§ Work required: Report each line of the listing below that holds "position".

§ The data:

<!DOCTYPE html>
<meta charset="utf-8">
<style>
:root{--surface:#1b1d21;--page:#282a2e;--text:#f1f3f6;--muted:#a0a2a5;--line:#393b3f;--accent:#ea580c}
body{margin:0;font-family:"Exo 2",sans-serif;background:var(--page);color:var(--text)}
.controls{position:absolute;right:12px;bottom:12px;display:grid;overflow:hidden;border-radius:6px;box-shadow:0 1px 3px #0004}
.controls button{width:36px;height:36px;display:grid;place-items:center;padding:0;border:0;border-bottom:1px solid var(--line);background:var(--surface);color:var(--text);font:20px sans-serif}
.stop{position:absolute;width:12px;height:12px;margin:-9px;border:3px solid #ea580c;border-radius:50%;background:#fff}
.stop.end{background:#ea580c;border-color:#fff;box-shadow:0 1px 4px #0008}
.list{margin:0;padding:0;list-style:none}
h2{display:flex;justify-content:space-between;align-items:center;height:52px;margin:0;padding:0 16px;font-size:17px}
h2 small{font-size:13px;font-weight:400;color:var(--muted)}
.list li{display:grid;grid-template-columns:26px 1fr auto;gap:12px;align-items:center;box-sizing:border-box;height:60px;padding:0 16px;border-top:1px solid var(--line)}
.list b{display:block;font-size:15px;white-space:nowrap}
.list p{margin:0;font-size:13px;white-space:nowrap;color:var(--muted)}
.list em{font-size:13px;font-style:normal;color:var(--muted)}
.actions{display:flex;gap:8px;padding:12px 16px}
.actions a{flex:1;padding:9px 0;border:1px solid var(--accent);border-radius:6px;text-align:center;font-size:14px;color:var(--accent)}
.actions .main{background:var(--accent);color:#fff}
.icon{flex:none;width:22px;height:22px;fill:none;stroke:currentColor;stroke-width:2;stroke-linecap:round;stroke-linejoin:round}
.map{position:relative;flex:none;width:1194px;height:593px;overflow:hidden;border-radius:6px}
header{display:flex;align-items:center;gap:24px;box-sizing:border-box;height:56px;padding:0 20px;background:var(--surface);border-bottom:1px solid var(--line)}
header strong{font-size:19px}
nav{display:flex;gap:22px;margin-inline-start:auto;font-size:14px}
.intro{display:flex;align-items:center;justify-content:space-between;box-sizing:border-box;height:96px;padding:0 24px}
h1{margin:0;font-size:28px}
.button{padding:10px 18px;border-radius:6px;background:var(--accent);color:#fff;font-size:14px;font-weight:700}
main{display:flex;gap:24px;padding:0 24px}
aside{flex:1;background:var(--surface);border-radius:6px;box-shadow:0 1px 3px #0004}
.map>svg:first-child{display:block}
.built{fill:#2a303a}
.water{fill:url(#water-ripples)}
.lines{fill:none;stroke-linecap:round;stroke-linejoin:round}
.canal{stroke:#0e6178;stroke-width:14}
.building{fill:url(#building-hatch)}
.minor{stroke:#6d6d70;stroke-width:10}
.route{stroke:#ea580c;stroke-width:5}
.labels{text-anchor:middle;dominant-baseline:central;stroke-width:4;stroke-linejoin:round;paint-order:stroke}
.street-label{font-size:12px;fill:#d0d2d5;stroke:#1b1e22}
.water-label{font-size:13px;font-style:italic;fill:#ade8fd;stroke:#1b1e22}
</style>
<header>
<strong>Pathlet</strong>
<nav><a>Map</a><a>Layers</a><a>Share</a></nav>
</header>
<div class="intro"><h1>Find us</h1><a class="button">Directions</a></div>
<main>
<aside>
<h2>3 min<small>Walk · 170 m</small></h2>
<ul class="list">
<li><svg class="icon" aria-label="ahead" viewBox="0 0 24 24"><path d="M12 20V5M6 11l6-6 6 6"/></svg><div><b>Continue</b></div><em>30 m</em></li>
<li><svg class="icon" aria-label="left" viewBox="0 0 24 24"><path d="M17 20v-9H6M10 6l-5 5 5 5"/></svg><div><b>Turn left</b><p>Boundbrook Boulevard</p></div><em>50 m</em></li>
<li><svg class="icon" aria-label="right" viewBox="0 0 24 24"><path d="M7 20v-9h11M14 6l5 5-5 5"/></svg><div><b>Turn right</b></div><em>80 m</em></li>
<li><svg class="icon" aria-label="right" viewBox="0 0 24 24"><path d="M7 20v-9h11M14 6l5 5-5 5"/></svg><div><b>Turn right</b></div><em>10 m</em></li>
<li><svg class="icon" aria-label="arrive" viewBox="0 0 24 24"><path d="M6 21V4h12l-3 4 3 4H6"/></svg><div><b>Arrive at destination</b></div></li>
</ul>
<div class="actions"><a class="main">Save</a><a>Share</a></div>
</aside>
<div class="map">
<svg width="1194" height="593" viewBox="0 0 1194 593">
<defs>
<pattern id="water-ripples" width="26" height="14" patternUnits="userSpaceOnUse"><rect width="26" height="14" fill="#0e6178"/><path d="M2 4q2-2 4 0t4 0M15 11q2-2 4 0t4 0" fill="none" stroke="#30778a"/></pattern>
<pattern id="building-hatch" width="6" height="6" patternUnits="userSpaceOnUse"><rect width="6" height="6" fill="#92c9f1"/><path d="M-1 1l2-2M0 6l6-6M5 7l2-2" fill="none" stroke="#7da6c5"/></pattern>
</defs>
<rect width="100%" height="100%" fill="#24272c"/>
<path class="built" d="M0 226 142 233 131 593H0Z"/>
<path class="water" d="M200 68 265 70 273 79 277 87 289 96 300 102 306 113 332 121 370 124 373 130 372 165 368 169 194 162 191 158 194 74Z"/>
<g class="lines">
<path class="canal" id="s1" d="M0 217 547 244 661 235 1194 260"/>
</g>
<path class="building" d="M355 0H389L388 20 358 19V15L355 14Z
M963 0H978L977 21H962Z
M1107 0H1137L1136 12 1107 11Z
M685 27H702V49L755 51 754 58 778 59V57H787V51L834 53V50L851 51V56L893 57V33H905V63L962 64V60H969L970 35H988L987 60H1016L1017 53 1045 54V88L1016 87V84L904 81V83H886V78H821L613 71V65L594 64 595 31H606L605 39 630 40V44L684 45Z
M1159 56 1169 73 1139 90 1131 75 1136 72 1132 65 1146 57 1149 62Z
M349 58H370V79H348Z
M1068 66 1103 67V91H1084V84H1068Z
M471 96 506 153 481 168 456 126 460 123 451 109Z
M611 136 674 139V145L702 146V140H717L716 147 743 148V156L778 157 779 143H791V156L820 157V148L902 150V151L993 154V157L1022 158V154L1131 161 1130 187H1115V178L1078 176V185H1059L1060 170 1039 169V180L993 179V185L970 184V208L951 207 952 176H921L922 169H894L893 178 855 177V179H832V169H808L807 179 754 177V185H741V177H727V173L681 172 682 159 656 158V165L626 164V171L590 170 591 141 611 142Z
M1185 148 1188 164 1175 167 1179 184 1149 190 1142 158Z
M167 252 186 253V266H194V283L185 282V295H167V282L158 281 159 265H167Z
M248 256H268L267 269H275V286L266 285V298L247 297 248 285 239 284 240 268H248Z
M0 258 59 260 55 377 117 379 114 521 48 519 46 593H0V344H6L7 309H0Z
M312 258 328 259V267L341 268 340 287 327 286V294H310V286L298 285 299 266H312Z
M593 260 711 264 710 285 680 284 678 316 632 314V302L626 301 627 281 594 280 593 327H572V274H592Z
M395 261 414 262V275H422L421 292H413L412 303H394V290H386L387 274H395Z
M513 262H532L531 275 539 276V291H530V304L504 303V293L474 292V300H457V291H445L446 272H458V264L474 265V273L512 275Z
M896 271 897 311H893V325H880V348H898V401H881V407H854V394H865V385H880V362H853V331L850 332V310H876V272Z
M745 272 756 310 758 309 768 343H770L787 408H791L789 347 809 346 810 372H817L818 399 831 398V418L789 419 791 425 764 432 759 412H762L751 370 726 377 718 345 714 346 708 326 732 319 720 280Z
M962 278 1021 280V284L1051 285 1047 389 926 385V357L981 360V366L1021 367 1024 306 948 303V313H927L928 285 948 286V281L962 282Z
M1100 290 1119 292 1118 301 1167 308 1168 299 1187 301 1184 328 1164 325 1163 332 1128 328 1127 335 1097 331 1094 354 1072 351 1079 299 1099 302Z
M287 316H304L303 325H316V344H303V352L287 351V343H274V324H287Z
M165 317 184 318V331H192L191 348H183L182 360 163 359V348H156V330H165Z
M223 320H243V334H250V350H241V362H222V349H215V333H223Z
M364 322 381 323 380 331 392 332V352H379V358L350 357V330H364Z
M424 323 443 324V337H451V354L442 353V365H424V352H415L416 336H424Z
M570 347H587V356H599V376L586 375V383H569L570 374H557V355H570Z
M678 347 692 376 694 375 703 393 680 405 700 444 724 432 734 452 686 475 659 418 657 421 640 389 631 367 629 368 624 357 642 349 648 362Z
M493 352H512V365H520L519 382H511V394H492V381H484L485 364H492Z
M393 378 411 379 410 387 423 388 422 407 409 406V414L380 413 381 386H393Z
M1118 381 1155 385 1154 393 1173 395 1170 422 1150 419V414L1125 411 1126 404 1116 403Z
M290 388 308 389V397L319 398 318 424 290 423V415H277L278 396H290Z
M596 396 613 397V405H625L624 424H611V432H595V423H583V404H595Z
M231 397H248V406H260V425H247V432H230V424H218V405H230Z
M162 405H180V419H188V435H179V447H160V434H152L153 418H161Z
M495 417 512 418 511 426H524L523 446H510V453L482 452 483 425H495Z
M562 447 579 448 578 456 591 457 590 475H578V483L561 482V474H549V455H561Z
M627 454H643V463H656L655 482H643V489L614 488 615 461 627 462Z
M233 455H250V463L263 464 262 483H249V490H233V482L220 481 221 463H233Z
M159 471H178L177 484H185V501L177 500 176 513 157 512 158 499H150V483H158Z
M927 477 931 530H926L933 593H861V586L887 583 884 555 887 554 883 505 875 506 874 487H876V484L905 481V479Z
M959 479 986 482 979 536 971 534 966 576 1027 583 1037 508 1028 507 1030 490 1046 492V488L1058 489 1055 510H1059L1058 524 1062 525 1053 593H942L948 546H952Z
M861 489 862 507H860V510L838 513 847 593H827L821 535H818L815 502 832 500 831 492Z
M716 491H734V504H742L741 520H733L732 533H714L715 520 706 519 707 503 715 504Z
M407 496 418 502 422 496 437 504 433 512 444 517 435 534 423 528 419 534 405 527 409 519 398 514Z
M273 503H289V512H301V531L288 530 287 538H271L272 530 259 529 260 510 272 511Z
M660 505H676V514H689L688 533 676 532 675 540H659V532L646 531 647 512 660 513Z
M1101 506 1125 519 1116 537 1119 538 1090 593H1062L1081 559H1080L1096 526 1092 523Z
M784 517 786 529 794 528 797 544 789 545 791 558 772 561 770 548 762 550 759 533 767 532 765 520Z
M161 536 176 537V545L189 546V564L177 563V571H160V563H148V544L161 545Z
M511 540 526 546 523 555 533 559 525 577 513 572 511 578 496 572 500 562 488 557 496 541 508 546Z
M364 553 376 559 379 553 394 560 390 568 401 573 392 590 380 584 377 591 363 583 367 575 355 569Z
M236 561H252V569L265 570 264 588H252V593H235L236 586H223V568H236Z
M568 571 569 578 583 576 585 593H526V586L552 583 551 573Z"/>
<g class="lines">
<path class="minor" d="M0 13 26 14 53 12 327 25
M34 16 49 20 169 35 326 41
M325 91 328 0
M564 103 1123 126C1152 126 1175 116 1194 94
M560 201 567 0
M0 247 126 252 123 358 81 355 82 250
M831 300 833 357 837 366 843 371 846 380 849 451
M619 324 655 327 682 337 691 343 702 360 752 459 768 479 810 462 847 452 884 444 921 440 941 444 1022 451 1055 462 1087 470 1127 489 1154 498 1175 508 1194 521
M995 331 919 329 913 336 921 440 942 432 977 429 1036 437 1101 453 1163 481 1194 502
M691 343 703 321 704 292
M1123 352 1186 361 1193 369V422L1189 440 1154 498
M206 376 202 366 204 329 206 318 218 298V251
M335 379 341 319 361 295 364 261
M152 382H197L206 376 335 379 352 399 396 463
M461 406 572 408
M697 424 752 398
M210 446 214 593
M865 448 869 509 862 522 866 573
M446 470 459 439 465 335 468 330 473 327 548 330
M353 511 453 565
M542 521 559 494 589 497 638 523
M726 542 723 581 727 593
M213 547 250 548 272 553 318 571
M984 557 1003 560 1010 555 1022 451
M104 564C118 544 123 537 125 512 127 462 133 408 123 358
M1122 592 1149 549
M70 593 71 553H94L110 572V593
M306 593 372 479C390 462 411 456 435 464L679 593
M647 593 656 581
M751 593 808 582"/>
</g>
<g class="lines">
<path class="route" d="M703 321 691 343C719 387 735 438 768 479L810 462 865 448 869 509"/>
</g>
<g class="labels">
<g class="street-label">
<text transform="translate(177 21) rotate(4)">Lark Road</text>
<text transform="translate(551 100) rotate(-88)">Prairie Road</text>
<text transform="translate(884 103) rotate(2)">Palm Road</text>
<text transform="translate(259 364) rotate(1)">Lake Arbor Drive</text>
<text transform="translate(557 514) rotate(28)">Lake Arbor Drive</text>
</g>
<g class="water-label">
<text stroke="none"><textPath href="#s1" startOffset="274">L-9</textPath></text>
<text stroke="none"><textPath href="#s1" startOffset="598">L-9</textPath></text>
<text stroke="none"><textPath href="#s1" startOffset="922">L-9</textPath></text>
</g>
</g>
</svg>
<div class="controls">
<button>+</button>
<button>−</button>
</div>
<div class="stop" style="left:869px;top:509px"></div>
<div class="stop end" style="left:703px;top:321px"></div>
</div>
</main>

§ Answer:
.controls{position:absolute;right:12px;bottom:12px;display:grid;overflow:hidden;border-radius:6px;box-shadow:0 1px 3px #0004}
.stop{position:absolute;width:12px;height:12px;margin:-9px;border:3px solid #ea580c;border-radius:50%;background:#fff}
.map{position:relative;flex:none;width:1194px;height:593px;overflow:hidden;border-radius:6px}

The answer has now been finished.